Our Chef

Danielle Schertzer

Meet the Chef

I have loved to cook as long as I can remember! As a child in France, I watched my mother produce wholesome, simple fare. I learned from my native country that food is a pleasure, that cooking is an art and that moderation and variety are the keywords to staying fit and healthy.

Although my past formal training has been in journalism and foreign languages, I have always had a passion for food. In 2002, after being in the publishing field for more than 20 years, I decided to follow my true love, cooking for others, and started Thyme & Again. Seven years later as it was time to adjust the name of my business to the cuisine I am offering to my clients, I decided to rename Thyme & Again and “Everyday Bistro” was born.

For many years I have been the extended family chef, entertaining family members and friends. In recent years, I have further honed my skills through self-instruction—extensive study of cookbooks—as well as attending formal cooking classes. I get my inspiration from my childhood, from family recipes, from memories of food from weekly markets filled with flavor and the fresh meats there from carefully raised livestock, from watching artisans all over Europe, North Africa and the Middle East preparing healthy, time-honored meals with dedication.

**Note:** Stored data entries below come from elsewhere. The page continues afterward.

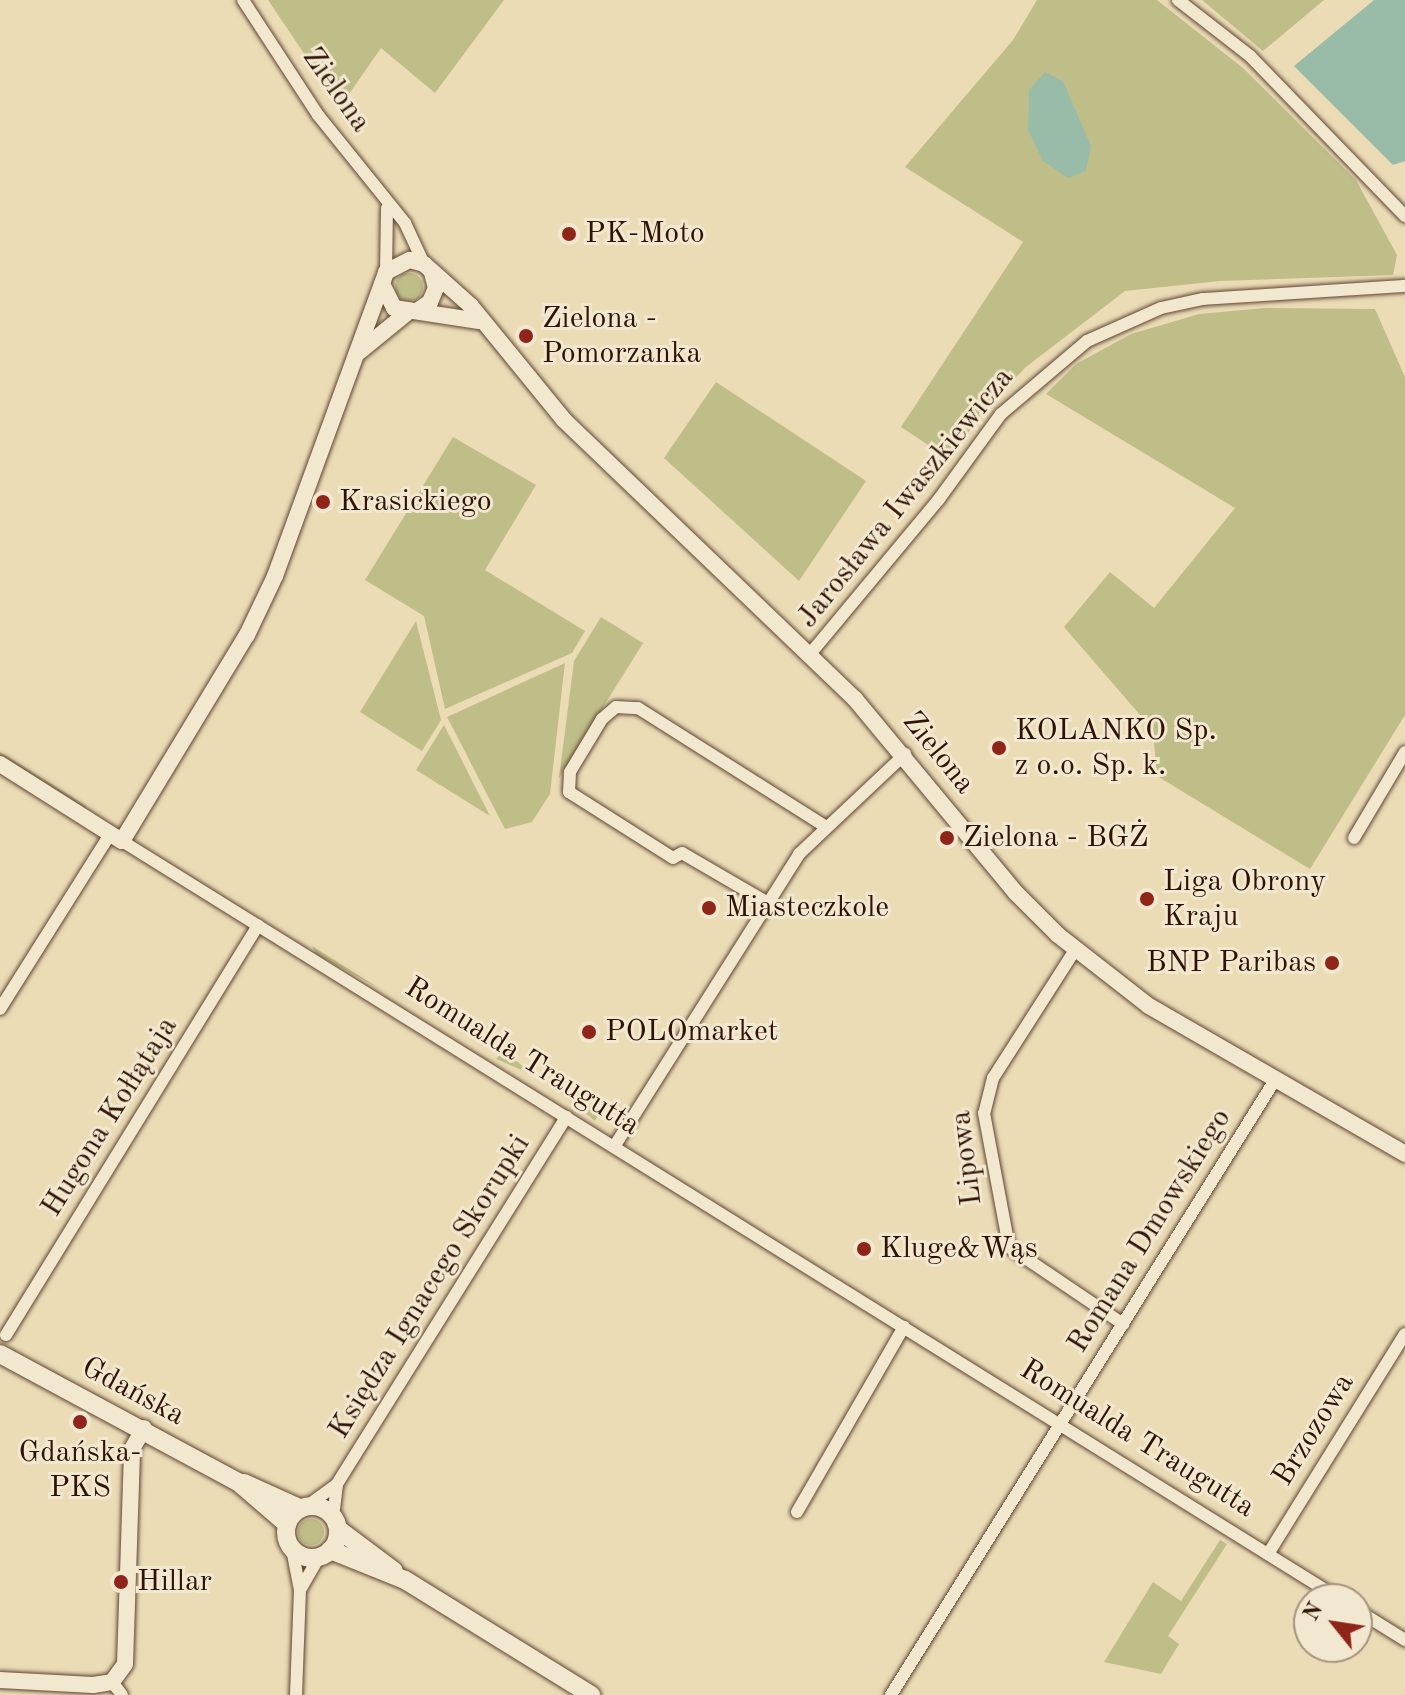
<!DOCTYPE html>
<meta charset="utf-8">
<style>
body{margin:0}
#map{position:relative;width:1405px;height:1695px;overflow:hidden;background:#ebdcb6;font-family:"Old Standard TT",serif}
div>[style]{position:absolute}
.green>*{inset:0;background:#c0be88;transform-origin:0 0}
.round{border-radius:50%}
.water>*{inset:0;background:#99bca8}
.roads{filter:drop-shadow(0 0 2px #604532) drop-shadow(0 0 2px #604532)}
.minor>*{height:12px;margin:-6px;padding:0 6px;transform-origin:6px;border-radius:6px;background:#f2e8d0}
.tertiary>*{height:16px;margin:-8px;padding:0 8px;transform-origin:8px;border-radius:8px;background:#f2e8d0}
.secondary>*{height:18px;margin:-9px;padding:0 9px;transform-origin:9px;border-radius:9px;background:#f2e8d0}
.secondary>.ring{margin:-9px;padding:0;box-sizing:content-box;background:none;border:18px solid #f2e8d0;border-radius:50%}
.dots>*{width:22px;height:22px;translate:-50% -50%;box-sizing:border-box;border:4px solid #f2e8d0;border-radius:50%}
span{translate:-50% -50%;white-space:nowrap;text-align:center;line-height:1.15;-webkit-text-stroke:6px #f2e8d0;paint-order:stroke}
.street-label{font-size:30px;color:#311306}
.poi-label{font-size:30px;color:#311306}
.left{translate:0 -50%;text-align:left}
.right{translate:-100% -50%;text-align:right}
.north{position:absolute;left:1293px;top:1583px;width:80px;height:80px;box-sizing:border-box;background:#f2e8d0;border:2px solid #a5937f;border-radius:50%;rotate:300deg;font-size:22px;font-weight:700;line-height:32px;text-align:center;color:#311306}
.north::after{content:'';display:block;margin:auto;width:28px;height:36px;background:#8f2418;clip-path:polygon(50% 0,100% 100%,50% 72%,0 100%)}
</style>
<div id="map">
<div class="green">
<i style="clip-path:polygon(268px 0,504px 0,435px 93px,381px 48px,340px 107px)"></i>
<i style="clip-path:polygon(1037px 0,1157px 0,1243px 68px,1356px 180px,1397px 255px,1393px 275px,1220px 281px,1125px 291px,1026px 367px,985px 409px,949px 459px,901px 427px,1023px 242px,905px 167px,1013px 40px)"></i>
<i style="clip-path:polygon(1202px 0,1324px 0,1263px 51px)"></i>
<i class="round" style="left:395px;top:273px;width:28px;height:28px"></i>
<i style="clip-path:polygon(1265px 308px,1375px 309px,1405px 377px,1405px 715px,1310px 869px,1157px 776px,1153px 730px,1064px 627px,1110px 572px,1154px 608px,1235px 508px,1046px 394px,1076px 364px,1131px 334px,1199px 314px)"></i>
<i style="clip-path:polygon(716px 382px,866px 481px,799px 581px,664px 458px)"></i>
<i style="clip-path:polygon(453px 437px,536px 485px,485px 570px,585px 631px,572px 653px,445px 709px,424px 616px,365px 580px)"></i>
<i style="clip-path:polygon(601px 617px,643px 643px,559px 778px,574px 661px)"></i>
<i style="clip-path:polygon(416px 621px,441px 720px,422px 751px,360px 712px)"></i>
<i style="clip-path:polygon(565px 663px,550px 794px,532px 822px,505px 829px,447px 717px)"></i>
<i style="clip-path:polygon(444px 725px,490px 816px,416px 770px)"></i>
<i style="left:0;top:752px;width:102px;height:4px;rotate:32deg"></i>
<i style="clip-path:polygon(312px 946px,382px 990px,316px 954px)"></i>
<i style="clip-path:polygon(510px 1044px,514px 1059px,533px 1075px,496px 1059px)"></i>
<i style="clip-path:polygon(562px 1089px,600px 1112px,595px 1121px,560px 1092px)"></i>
<i class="round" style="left:298px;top:1519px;width:26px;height:26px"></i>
<i style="clip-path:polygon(1220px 1540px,1227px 1544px,1168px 1636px,1179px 1644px,1161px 1674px,1104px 1662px,1153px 1582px,1181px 1601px)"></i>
</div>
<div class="water">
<i style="clip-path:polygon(1374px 0,1405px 0,1405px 161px,1393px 165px,1294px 66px)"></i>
<i style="clip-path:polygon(1045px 72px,1063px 81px,1091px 146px,1086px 171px,1068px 178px,1043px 161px,1028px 130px,1029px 90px)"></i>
</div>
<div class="roads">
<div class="minor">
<i style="left:243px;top:0;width:137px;rotate:56.9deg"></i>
<i style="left:318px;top:115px;width:139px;rotate:51.1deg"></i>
<i style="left:405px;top:223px;width:45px;rotate:65.1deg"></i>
<i style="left:1178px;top:0;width:91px;rotate:37.9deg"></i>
<i style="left:1250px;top:56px;width:223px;rotate:45.9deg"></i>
<i style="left:386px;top:272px;width:64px;rotate:-89.1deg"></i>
<i style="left:810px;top:654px;width:202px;rotate:-50.2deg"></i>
<i style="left:939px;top:499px;width:105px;rotate:-53.9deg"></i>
<i style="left:1001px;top:414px;width:113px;rotate:-40.3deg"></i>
<i style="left:1087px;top:341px;width:81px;rotate:-24deg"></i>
<i style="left:1161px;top:308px;width:43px;rotate:-12.1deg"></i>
<i style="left:1203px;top:299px;width:202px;rotate:-3.7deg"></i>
<i style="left:1354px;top:838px;width:100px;rotate:-59.3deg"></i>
<i style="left:122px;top:841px;width:1435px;rotate:31.9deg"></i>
<i style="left:768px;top:903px;width:99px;rotate:-149.8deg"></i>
<i style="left:682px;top:853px;width:10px;rotate:151deg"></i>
<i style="left:673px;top:858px;width:123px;rotate:-147.6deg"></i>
<i style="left:569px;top:792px;width:20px;rotate:-87deg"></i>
<i style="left:570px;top:772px;width:62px;rotate:-58.9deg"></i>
<i style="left:602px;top:719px;width:18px;rotate:-41deg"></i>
<i style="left:616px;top:707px;width:22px;rotate:3deg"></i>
<i style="left:638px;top:708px;width:222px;rotate:32.3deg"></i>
<i style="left:1075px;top:950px;width:152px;rotate:122.6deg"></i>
<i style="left:993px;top:1078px;width:36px;rotate:104deg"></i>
<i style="left:984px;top:1113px;width:136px;rotate:79.4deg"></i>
<i style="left:1009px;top:1247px;width:138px;rotate:34deg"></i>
<i style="left:0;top:1009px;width:208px;rotate:-57.8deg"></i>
<i style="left:614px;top:1147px;width:347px;rotate:-57.7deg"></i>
<i style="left:799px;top:854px;width:146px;rotate:-43.3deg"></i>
<i style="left:6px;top:1335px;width:481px;rotate:-58.4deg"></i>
<i style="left:307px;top:1506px;width:37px;rotate:-36deg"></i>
<i style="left:337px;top:1484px;width:433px;rotate:-58deg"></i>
<i style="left:797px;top:1512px;width:214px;rotate:-60deg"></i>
<i style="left:333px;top:1517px;width:33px;rotate:-83deg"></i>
<i style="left:292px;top:1549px;width:42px;rotate:79deg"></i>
<i style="left:300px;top:1590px;width:105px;rotate:92.2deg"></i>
<i style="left:1268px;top:1554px;width:259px;rotate:-58.1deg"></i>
<i style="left:300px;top:1590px;width:39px;rotate:-60deg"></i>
<i style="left:1357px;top:1610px;width:57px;rotate:32deg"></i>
<i style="left:112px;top:1682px;width:16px;rotate:52deg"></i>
<i style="left:891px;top:1695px;width:725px;rotate:-58.02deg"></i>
</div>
<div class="tertiary">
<i style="left:382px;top:284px;width:27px;rotate:63deg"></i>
<i style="left:394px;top:308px;width:86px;rotate:8.7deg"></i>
<i style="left:417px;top:311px;width:16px;rotate:-35deg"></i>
<i style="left:430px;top:302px;width:15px;rotate:-67deg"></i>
<i style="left:436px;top:288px;width:16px;rotate:-105deg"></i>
<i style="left:359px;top:352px;width:62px;rotate:-39.1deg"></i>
<i style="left:0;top:764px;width:144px;rotate:32.3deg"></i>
<i style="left:122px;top:841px;width:241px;rotate:-58.8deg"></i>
<i style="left:247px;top:635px;width:65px;rotate:-64.6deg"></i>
<i style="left:275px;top:576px;width:324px;rotate:-69.9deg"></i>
<i style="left:386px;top:272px;width:27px;rotate:-27deg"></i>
<i style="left:410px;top:260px;width:15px;rotate:16deg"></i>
<i style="left:424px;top:264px;width:63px;rotate:41.8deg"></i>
<i style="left:471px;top:306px;width:147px;rotate:50.8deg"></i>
<i style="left:564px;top:420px;width:403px;rotate:43.8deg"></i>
<i style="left:855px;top:699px;width:251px;rotate:50.3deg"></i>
<i style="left:1015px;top:892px;width:61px;rotate:45deg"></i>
<i style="left:1058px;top:935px;width:115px;rotate:38deg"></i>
<i style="left:1149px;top:1006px;width:296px;rotate:30deg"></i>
<i style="left:0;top:1680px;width:93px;rotate:3.1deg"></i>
<i style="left:93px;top:1685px;width:19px;rotate:-9deg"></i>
<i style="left:112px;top:1682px;width:22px;rotate:-54deg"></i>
<i style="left:125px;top:1664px;width:215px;rotate:-88.1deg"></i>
<i style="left:132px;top:1449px;width:24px;rotate:-60deg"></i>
</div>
<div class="secondary">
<i style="left:0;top:1354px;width:270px;rotate:28.3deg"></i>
<i style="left:238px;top:1482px;width:65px;rotate:40.6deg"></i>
<i style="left:244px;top:1483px;width:60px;rotate:24.4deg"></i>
<i class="ring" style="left:286px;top:1506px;width:34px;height:34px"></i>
<i style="left:338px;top:1529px;width:70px;rotate:36.9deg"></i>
<i style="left:330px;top:1550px;width:81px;rotate:21.8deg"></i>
<i style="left:405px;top:1580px;width:219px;rotate:31.7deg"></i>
</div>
</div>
<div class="dots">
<i style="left:569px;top:234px;background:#8f2418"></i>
<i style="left:526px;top:336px;background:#8f2418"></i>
<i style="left:323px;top:502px;background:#8f2418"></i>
<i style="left:999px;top:748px;background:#8f2418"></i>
<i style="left:947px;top:838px;background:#8f2418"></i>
<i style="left:1147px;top:899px;background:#8f2418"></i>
<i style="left:709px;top:908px;background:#8f2418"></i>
<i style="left:1332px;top:963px;background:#8f2418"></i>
<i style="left:589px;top:1032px;background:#8f2418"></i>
<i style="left:864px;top:1249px;background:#8f2418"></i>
<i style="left:80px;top:1422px;background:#8f2418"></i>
<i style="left:121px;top:1582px;background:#8f2418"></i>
</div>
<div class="street-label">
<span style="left:336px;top:90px;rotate:55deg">Zielona</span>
<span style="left:906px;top:498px;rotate:-51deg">Jarosława Iwaszkiewicza</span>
<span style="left:938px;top:753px;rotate:51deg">Zielona</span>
<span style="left:522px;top:1057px;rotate:32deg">Romualda Traugutta</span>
<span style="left:110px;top:1117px;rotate:-58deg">Hugona Kołłątaja</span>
<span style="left:967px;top:1158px;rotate:-97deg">Lipowa</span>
<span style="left:1150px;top:1231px;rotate:-58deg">Romana Dmowskiego</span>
<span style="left:430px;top:1287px;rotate:-58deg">Księdza Ignacego Skorupki</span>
<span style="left:133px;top:1392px;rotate:28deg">Gdańska</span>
<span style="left:1314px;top:1430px;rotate:-58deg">Brzozowa</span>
<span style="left:1137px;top:1439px;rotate:32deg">Romualda Traugutta</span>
</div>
<div class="poi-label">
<span class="left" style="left:585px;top:234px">PK-Moto</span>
<span class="left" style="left:542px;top:336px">Zielona -<br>Pomorzanka</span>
<span class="left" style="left:339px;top:502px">Krasickiego</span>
<span class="left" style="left:1015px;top:748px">KOLANKO Sp.<br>z o.o. Sp. k.</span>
<span class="left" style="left:963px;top:838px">Zielona - BGŻ</span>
<span class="left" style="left:1163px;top:899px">Liga Obrony<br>Kraju</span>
<span class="left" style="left:725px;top:908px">Miasteczkole</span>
<span class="right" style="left:1316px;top:963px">BNP Paribas</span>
<span class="left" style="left:605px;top:1032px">POLOmarket</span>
<span class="left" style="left:880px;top:1249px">Kluge&amp;Wąs</span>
<span style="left:80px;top:1470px">Gdańska-<br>PKS</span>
<span class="left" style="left:137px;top:1582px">Hillar</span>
</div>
<div class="north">N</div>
</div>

I believe that the key to great cuisine starts with great ingredients. I love organic and natural foods with no preservatives and no chemicals. My food rules follow the rules of Slow Food movement activist Michael Pollan: Don’t eat anything your grandmother wouldn’t recognize as food; avoid foods containing ingredients you can’t pronounce; don’t eat anything that wouldn’t eventually rot… Fresh seasonal produce is the best and by the end of June, it is such a joy to have the farmers’ markets again (even if the season is so short here in New England).

I’ve always been fascinated by food and health. Unfortunately, a lot of people have lost touch with knowing what is good for them and how really good food should taste. Confused by bouts of information published in the media, nobody knows really what to eat. Are eggs good proteins or a bad source of cholesterol? Are root vegetables healthy or not? What about white potatoes? Are those devils in disguise or full of nutrients? Are carbohydrates bad for you? And what kind of carbohydrates should we eat and how much? How much protein? What is the difference between organic, non-organic vs. local foods and how these things can affect your health? There are more than 100 dietary theories and each new diet on the market claims to be the best. What we forget is that one person can thrive on a diet where another will feel terrible. Only a true holistic, integrative approach can help people regain their health and balance. No one diet works for everyone. A personalized approach which considers age, health, activity level, food personal tastes and preferences is the right answer. No real food is bad. It just may be not the right one for you. However, you should keep in mind only this one rule: eat and enjoy high-quality homemade food!

Confused and eager to learn more, I decided to become a student of holistic nutrition. I am now a graduate from the Institute for Integrative Nutrition in New York City. I received certification as a Health Counselor through a program accredited by the American Association of Drugless Practitioners (AADP) and the State University of New York (SUNY) Purchase College. With this new knowledge, I strive to help my clients make better choices by cooking or helping them to cook homemade delicious, healthy meals. I just want to follow what Julia Child used to say: “You don’t have to cook fancy or complicated masterpieces, just good food from fresh ingredients”.

  • I am a certified food handler, registered with the City of Arlington and I am fully insured.
  • I am a member of the American Personal and Private Chef Association.
  • I am a member of the Slow Food movement.


  • Personal Chef in Your Home
  • Cooking Classes
    -French “Home-Style” Cooking
    -Authentic Cucina Italiana
  • Special Dietary Needs

I have worked as a personal chef for the last 15 years. Do you know which ingredients are used in your take-outs? Have you read all the nutrition labels of the processed foods supposed to save you so much time? Food is medicine and cooking your own meals is the best way to maintain or regain your health. Cooking is providing for yourself. I see my cooking classes as the “first step” in the movement of restoring the respectability of cooking. I love to teach the basics, how to shop, how to plan menus, how to organize a kitchen. Cooking is not a burden. It is a life skill that every man, woman and child should master.